Diffractive optics manipulate the properties of a plane wave by selectively
retarding portions of the wave front. This retardation is accomplished
with the use of a glass substrate etched with the appropriate pattern.
The diffraction by this etched pattern sends the light in the desired direction.
The use of diffraction rather than refraction or reflection -- the traditional
means by which optical waves are manipulated -- permits a more versatile
and powerful means of steering light.
My interest in diffractive optics, and in the particular class of diffractive
optics known as spot array generators, stems from my involvement with the
Group at McGill University and their work on optical backplanes for
high performance computing and telecommunication switches. A spot array
generator is a diffractive optic component that converts a single point
of light into an array of spots, each with a specified intensity and position.
In the optical backplane work, spot array generators are used to deliver
optical power to arrays of electro-optic modulators. In the work being
conducted at McGill, these modulators were GaAs / GaAlAs devices based
on the self electro-optic effect. These optical modulators are combined
with GaAs or silicon circuitry to provide an interface between conventional
electronic circuitry and free-space optical interconnects.

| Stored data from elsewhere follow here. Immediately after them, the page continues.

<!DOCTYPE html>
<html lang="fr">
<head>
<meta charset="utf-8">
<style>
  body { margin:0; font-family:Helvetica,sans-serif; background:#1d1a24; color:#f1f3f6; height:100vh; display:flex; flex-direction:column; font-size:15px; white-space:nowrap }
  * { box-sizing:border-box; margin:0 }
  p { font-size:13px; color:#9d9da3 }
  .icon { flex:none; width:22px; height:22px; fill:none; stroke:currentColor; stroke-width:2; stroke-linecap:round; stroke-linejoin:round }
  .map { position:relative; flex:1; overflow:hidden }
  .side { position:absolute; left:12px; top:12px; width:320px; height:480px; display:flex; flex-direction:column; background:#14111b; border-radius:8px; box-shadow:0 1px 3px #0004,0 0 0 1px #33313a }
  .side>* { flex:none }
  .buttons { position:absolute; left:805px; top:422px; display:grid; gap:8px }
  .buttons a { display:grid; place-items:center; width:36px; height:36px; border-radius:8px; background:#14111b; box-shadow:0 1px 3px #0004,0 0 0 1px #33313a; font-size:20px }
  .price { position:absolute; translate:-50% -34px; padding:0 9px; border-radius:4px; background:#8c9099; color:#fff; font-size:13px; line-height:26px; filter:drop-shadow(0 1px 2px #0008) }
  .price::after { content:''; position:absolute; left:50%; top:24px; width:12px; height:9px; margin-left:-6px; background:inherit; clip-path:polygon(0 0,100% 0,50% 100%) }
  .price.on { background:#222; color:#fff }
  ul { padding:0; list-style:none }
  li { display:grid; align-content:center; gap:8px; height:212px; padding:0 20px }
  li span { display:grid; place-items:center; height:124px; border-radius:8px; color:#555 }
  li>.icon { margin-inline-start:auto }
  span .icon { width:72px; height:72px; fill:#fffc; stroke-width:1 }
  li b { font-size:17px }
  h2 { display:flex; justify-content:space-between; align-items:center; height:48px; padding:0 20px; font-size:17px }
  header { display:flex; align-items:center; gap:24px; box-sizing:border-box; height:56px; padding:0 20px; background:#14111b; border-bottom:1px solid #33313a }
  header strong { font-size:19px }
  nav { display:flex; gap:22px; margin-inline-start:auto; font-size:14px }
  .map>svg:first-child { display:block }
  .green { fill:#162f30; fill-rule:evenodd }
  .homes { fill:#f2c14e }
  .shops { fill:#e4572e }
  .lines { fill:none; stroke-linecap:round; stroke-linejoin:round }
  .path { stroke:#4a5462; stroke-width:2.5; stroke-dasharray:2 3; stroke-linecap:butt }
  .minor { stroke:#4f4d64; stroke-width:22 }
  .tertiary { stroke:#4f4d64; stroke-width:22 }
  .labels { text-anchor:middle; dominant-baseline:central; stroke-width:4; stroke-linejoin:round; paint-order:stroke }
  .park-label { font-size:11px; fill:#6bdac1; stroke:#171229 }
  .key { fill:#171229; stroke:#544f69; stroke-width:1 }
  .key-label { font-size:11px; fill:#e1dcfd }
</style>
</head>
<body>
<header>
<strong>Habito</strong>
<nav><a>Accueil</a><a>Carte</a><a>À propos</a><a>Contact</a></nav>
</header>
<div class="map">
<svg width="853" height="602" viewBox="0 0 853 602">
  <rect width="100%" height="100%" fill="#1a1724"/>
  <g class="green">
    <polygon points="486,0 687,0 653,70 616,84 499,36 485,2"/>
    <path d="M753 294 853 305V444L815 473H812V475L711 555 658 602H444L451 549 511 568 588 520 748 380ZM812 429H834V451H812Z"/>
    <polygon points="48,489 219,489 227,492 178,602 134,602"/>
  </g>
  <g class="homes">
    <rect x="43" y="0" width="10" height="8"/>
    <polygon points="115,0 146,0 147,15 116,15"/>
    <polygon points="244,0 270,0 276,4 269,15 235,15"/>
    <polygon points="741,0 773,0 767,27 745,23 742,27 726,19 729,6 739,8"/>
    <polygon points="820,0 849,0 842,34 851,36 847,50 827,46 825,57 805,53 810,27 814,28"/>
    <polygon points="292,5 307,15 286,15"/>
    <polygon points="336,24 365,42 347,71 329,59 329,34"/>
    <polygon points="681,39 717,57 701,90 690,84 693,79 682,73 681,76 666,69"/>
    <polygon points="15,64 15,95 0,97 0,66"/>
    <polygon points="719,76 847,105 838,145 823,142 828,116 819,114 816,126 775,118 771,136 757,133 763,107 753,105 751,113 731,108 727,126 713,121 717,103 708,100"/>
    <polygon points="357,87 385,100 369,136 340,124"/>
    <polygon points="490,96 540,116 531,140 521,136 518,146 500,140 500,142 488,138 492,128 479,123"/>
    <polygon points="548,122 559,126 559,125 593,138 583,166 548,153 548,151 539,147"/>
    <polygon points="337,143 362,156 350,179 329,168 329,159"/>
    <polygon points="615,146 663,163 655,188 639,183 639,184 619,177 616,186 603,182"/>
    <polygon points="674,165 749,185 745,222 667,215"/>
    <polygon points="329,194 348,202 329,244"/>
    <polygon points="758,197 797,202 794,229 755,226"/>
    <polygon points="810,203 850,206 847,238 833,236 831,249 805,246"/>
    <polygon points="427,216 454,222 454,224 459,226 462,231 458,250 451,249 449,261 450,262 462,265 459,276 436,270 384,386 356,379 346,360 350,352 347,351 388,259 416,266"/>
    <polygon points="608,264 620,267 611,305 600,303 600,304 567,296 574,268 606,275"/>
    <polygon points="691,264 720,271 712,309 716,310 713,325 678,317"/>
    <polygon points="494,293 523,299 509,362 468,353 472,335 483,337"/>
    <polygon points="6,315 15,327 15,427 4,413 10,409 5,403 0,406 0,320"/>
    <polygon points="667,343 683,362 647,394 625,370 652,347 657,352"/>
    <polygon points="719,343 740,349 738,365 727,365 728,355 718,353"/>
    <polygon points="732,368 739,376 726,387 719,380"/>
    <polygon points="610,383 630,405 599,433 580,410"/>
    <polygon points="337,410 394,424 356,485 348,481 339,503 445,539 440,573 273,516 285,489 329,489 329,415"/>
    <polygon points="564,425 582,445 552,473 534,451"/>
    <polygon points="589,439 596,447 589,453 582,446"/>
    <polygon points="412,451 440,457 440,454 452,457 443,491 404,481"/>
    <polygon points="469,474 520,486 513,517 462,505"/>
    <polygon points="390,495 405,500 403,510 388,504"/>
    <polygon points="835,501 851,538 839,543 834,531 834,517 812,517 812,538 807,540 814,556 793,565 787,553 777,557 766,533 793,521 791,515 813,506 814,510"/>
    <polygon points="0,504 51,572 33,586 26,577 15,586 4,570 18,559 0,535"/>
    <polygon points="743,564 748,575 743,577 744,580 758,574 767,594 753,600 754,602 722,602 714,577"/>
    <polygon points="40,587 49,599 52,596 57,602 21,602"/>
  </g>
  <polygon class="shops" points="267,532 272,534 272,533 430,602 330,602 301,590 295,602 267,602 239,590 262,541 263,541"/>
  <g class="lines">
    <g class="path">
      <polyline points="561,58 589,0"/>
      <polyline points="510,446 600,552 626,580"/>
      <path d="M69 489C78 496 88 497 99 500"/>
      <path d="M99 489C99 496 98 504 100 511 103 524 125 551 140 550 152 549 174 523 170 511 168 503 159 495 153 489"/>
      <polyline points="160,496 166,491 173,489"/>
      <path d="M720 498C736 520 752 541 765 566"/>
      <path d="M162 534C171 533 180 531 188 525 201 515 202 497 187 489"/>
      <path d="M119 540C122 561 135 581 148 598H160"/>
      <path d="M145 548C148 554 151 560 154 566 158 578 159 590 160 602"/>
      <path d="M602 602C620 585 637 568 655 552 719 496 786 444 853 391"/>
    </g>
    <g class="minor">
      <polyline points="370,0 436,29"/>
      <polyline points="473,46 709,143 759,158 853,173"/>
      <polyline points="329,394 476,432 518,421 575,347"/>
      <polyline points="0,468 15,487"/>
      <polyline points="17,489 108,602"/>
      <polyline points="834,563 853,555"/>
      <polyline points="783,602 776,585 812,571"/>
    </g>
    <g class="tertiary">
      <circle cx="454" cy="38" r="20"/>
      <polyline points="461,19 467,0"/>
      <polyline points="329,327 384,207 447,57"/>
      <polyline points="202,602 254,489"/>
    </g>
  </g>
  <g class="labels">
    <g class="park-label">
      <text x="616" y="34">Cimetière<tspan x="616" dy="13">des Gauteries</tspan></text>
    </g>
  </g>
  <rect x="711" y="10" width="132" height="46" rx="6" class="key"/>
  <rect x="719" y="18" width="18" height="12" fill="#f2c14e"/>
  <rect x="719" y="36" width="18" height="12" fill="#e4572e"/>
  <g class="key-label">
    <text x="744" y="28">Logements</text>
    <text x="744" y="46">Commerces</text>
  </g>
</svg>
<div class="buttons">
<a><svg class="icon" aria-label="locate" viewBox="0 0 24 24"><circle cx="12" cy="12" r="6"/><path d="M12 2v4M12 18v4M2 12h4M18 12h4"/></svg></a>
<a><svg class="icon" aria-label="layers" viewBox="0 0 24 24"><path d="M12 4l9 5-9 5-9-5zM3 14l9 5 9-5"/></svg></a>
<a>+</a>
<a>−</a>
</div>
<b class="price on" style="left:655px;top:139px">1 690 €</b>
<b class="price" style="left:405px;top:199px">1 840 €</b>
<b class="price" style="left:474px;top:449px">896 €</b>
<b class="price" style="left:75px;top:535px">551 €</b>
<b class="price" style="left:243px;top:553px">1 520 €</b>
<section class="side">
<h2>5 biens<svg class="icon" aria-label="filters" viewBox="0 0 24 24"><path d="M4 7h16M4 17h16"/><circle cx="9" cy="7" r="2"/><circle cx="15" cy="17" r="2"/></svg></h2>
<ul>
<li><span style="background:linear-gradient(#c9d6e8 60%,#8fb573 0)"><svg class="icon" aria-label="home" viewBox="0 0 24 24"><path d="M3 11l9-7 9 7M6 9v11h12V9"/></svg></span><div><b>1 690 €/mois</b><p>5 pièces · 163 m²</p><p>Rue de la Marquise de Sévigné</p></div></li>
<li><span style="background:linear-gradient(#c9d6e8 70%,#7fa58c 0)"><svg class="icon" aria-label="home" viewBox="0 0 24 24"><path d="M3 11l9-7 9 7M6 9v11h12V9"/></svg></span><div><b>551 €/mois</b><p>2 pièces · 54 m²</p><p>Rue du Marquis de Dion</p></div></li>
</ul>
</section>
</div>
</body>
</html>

At MTSU, I am developing an ever-growing suite of software tools for
designing two-level and multi-level diffractive optic components. In addition
to being a research topic of continuing interest, I've also integrated
this work into the Advanced Lab for our Physics majors. In the first such
project (Spring semester '96), two students worked on writing a Simulated
Annealing Design Code for simple diffractive optic spot array generators
in Mathematica©. The designs were plotted out on transparencies using
a laser printer to make amplitude gratings. These amplitude gratings were
then characterized optically in the lab.